29:見付宿(みつけ)
・天保14年の人口3935人、家数1029軒、旅籠56軒、本陣2軒
・律令政治の時代には遠江国府が置かれ、入江がこのあたりまできており「今之浦」という地名だった
・中泉には家康が使った中泉御殿があったが、後に幕府直轄の代官所となった

 見付---中泉---天竜川渡船場跡---天龍川町---子安町---浜松 16.4km
 2003年1月12日、2012年1月7日





 見付宿への坂道を下った所の右に木戸跡の標識がある。道の反対側には一里塚跡がある。愛宕山の入り口の階段の横なので、昔は木戸と一里塚跡とが接していたようだがどのようになっていたのかと気にかかる。見付宿は、京から東下りの旅人がこの付近まできて、初めて富士を見ることから、富士を見つけるという意味で「見付け」というようになったらしい。


 宿場内を進んでいくと右手に真新しい白壁と瓦づくりの建物、それと「東海道分間延絵図」と宿場案内付きの掲示板がある。見付支店の看板が掛かっているが、どこの支店だったか(JA?)忘れてしまった。その横には東之梅塚というのがあった、が由来は不明。その先の大通りの両側に問屋場跡と本陣跡があるとガイドブックには載っているが確認できなかった。見落としたかな?

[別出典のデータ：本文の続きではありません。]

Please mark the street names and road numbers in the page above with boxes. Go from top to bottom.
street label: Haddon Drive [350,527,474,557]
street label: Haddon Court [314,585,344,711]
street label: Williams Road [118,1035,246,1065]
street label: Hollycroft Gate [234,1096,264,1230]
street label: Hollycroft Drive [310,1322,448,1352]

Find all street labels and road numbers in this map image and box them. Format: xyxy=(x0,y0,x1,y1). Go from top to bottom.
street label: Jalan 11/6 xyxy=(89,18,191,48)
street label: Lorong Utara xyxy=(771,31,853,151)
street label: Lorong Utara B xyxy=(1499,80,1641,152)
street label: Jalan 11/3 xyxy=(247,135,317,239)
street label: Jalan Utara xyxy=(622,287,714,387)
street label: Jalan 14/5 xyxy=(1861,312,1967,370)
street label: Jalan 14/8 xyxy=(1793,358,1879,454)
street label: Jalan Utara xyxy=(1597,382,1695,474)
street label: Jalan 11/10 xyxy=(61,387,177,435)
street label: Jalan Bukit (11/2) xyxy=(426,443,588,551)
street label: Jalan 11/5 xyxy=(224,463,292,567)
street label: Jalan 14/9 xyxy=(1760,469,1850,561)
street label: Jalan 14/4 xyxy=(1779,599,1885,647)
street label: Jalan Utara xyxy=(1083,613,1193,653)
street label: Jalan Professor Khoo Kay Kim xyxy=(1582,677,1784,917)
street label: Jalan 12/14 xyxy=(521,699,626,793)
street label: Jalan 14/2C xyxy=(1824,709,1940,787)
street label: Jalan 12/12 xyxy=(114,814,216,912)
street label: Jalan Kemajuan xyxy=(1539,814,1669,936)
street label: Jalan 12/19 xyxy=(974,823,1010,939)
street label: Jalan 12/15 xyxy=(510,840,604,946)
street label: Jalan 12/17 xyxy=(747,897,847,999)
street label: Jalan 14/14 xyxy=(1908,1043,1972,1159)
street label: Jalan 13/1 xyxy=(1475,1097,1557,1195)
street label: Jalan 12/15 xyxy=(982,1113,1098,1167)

 しかしその先の旧見付学校と淡海国玉神社は大きいので見落とはしなかった。旧見付学校は見付のシンボルとなっている建物で、日本最古の現存する木造小学校であるとのことだ。明治8年に2階+2階の楼付きで立てられ、その後に3階部分が増築され5階建てとなったものである。当時としてはずいぶんとハイカラな小学校だったのではないかと思う。今は市の郷土資料館となっている。そういえば、私の通っていた昭和時代の小学校も木造の平屋だったな・・・・・。


 2012年1月7日、本陣跡を探して再び見付宿を尋ねた。宿場内を進んでいくと右手の静岡銀行の所に問屋場跡の標識が現れる。その先に進むと左手の秀英予備校の所に脇本陣跡の標識が現れる。更に進んでいくと交差点の右手、お茶屋・谷口園の所が本陣跡である。なお、通りの反対側にも本陣があったのでここは北本陣と言われていたとのことである。


 通りの反対側の割烹料理菊善の所が南本陣跡である。ちなみに菊善の所には本陣跡の標識の設置はない。いろいろ事情があるとのことだった。旧見付学校の先に進むと、右手に脇本陣大三河屋の門が立っている。その案内板には見付宿の絵図が示されていて、往時の宿場の様子がよくわかる。その隣にはいこい茶屋があり休息を呼びかけられたが時間がないので話を伺うだけで失敬した。(追記完)


 さて旧見付学校を跡にして街道にもどって進もうとすると、すぐ右手に大判焼きの看板が掛かった谷口屋があった。通りすぎたが、昼飯を食べられそうな店がないのでここで食べられないかのぞいてみた。軽食があったので、早速焼きそばを食べ、お茶を飲み、ついでにお汁粉も食べてしまった。ガイドブックには脇本陣や南本陣が道路の反対側にあると書いてあるが、先を急ぐのでパスすることにした。街道である加茂川通りを進み、300m先の交差点で左折して大通りを南へと進む。左折しないで直進すると姫街道という浜名湖迂回の街道となる。緩い坂道を登り岩田郵便局前を通過して行くとやがて左手に府八幡宮の大きな木々が見える。商店街に入るとジュビロ磐田の選手たちの写真入り敷石があり、熱烈応援のムートが漂っていた。


 JRの磐田駅前よりも手前で右折するのだが、この箇所を間違えないように探しながら進むと、化粧品店サニーベールのところがそれらしいので右折して進んでみた。旧街道を示す道標がここにあってもいいはずなのにと、不満が募る。緩い下り坂と登り坂を大分過ぎたころ、右手に宮之一色一里塚跡が現れる。午後3時過ぎなのに大分日が傾いてきているので気があせるし、足も痛くなってきた。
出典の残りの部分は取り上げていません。